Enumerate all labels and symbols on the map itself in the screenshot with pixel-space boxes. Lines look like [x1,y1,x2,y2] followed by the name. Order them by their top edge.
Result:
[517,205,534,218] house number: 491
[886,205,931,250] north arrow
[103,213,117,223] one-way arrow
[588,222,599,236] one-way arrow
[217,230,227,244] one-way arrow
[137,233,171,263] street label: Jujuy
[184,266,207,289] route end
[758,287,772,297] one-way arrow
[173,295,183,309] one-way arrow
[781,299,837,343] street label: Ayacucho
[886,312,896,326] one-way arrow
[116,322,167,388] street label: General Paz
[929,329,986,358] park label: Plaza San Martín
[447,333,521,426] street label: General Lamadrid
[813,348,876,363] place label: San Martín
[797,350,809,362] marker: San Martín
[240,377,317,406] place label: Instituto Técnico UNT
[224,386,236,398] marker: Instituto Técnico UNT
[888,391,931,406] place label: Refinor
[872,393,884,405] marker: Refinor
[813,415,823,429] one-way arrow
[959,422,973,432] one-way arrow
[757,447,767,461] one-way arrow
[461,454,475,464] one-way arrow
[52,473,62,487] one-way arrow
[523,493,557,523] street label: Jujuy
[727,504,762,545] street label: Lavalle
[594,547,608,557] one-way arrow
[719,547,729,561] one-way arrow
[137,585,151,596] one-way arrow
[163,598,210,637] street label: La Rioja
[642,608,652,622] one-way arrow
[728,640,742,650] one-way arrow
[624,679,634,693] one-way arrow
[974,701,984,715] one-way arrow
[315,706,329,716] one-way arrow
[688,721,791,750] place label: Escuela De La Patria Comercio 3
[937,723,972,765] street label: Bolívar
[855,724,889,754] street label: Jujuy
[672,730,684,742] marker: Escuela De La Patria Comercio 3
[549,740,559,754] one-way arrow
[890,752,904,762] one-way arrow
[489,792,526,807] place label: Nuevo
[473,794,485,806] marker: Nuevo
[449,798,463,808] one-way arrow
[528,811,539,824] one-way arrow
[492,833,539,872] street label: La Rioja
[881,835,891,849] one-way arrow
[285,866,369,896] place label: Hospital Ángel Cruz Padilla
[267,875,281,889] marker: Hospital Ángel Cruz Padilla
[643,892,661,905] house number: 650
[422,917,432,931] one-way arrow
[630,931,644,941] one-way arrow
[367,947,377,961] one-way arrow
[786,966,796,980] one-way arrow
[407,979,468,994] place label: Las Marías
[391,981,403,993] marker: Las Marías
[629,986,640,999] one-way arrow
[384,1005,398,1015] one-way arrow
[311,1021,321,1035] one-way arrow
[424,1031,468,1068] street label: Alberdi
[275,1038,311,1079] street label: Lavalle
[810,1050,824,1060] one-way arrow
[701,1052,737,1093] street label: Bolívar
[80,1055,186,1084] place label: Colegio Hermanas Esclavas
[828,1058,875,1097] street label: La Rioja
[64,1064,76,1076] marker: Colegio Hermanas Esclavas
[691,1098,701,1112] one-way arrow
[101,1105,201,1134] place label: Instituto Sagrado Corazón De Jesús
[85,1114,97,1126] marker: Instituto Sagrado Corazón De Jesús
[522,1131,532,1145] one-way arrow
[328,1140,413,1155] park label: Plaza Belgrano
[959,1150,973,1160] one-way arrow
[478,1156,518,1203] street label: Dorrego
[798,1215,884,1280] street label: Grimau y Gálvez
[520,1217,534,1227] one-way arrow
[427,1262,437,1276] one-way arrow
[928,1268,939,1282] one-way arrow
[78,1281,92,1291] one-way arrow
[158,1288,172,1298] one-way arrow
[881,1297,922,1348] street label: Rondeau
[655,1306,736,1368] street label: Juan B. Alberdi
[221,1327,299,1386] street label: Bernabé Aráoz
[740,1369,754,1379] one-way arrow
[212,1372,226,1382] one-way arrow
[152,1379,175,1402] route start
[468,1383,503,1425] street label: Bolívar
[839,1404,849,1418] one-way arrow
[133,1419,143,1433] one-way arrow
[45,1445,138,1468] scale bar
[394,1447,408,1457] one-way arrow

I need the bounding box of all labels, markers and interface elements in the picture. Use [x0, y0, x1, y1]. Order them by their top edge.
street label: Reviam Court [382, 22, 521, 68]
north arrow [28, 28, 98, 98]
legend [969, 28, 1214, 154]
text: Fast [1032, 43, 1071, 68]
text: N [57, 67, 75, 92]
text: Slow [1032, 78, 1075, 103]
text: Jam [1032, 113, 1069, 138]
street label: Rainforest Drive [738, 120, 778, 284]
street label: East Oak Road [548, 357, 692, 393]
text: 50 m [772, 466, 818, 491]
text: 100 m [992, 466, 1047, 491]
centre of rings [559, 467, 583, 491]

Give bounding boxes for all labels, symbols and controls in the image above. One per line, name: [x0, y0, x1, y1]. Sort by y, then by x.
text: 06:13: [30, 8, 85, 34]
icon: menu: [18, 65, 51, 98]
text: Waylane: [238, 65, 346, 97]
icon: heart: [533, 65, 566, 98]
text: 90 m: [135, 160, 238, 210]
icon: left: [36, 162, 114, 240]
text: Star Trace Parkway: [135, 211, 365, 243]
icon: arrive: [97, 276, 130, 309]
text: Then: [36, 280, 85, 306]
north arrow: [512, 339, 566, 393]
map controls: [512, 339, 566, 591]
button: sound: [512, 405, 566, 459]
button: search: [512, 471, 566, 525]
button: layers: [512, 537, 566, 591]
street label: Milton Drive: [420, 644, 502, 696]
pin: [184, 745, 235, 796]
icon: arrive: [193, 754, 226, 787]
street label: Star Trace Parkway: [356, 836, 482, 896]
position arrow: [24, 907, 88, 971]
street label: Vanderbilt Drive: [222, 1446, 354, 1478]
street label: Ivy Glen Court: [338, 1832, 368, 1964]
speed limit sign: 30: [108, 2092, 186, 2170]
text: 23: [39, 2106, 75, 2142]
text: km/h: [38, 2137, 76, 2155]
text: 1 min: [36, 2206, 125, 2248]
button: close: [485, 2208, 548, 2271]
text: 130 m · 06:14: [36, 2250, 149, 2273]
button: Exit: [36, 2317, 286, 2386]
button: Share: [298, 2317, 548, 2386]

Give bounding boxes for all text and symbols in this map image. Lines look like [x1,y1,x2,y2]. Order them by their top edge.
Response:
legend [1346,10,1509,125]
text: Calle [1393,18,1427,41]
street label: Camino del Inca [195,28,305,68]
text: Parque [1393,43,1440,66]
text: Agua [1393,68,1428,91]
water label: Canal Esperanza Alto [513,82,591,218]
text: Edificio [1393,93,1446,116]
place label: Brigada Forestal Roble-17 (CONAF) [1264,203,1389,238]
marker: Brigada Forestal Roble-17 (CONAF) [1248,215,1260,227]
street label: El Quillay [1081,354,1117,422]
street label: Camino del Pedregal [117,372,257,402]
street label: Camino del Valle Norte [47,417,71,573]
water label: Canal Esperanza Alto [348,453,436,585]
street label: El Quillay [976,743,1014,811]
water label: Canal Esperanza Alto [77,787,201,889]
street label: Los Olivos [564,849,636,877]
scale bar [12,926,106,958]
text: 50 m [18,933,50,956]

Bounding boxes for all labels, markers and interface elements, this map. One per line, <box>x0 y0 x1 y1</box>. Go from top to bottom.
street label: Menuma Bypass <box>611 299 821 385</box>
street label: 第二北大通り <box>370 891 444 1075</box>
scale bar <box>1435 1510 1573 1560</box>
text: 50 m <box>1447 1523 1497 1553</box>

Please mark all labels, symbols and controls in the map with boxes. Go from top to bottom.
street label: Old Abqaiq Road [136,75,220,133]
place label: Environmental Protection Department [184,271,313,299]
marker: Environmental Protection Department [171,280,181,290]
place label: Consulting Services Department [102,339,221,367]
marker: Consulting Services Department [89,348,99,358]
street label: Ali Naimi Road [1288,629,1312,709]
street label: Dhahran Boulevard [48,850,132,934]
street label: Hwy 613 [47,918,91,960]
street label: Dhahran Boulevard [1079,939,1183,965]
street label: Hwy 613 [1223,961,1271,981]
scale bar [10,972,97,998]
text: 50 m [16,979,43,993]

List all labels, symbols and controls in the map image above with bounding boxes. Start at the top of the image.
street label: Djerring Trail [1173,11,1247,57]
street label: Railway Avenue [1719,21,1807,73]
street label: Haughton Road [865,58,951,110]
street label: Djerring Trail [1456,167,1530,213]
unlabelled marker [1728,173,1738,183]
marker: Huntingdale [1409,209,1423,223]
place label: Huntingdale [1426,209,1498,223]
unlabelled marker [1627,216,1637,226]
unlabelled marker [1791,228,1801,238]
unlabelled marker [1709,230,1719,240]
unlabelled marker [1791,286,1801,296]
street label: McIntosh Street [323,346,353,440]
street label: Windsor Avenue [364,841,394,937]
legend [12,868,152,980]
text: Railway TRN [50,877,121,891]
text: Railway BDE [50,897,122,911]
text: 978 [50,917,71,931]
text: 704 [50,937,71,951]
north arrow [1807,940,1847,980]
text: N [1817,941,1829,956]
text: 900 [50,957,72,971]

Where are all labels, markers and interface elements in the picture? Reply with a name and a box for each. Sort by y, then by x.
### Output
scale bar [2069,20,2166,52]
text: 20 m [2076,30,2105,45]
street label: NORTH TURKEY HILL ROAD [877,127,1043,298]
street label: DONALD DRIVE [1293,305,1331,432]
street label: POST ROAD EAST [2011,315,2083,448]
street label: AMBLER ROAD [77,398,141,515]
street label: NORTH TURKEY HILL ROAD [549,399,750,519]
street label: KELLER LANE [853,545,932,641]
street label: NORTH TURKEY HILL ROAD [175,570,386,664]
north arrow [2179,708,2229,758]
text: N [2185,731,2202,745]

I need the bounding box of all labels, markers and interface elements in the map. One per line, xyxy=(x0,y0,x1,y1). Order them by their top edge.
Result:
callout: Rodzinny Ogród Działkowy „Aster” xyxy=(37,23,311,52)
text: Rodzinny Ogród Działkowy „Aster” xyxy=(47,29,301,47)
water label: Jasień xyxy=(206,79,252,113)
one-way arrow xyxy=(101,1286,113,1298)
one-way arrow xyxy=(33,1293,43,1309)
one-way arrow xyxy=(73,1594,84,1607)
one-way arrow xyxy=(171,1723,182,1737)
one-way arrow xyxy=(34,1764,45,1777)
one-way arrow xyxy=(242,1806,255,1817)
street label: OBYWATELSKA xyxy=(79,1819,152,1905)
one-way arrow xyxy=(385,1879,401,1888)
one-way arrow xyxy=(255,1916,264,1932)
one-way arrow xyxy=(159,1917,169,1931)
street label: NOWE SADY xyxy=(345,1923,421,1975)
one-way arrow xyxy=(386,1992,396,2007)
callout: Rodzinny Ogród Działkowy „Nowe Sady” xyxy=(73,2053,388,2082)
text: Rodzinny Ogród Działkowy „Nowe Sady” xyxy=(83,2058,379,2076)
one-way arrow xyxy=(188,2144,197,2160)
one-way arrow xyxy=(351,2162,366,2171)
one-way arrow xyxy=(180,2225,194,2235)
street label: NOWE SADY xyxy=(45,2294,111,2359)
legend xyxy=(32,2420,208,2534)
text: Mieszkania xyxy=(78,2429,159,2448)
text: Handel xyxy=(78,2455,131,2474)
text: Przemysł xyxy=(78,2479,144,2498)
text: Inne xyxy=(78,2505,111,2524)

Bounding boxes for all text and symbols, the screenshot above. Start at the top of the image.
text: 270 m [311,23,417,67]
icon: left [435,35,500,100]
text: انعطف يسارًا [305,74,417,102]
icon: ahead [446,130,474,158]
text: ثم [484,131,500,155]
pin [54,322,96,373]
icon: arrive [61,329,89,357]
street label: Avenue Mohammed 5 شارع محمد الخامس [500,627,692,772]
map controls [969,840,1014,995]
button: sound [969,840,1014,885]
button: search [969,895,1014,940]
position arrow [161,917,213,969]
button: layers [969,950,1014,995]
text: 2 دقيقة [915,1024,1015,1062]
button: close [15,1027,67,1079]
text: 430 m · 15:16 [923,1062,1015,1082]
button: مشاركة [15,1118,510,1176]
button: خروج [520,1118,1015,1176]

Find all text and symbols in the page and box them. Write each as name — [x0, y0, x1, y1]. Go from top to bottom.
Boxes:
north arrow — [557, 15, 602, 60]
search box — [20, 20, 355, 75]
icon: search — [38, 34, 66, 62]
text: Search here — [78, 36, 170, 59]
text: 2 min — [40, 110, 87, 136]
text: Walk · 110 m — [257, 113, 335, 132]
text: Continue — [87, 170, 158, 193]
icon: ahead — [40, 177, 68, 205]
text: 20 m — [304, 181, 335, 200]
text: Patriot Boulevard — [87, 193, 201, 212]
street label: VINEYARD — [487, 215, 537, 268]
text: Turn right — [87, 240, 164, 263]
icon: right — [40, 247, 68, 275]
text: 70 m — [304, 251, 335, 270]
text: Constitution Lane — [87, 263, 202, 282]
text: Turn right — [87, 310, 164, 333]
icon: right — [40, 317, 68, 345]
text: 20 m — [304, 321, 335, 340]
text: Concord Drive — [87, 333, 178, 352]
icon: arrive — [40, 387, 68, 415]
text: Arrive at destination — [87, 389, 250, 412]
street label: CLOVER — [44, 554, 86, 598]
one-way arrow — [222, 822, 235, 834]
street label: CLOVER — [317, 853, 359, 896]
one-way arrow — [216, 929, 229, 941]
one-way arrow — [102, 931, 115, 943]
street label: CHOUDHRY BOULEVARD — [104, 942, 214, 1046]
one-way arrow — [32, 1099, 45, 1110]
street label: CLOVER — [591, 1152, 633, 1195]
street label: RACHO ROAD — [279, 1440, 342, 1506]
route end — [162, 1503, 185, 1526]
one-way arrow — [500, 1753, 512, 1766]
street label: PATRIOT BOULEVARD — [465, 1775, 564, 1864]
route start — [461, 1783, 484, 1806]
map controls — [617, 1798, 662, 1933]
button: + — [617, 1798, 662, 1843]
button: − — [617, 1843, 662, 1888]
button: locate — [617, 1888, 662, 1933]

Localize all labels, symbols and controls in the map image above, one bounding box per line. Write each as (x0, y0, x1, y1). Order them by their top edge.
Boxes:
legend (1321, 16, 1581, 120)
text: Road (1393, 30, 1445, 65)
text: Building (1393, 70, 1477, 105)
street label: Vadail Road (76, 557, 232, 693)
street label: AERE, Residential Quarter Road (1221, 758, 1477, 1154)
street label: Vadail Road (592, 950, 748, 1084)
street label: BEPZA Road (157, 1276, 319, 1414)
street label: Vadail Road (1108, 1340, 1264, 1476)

### [WHAT TO DO]
Locate the string "Court" in the listing above and copy every line where it occurs.

### [FINISHED EXERCISE]
street label: Reviam Court [382, 22, 521, 68]
street label: Ivy Glen Court: [338, 1832, 368, 1964]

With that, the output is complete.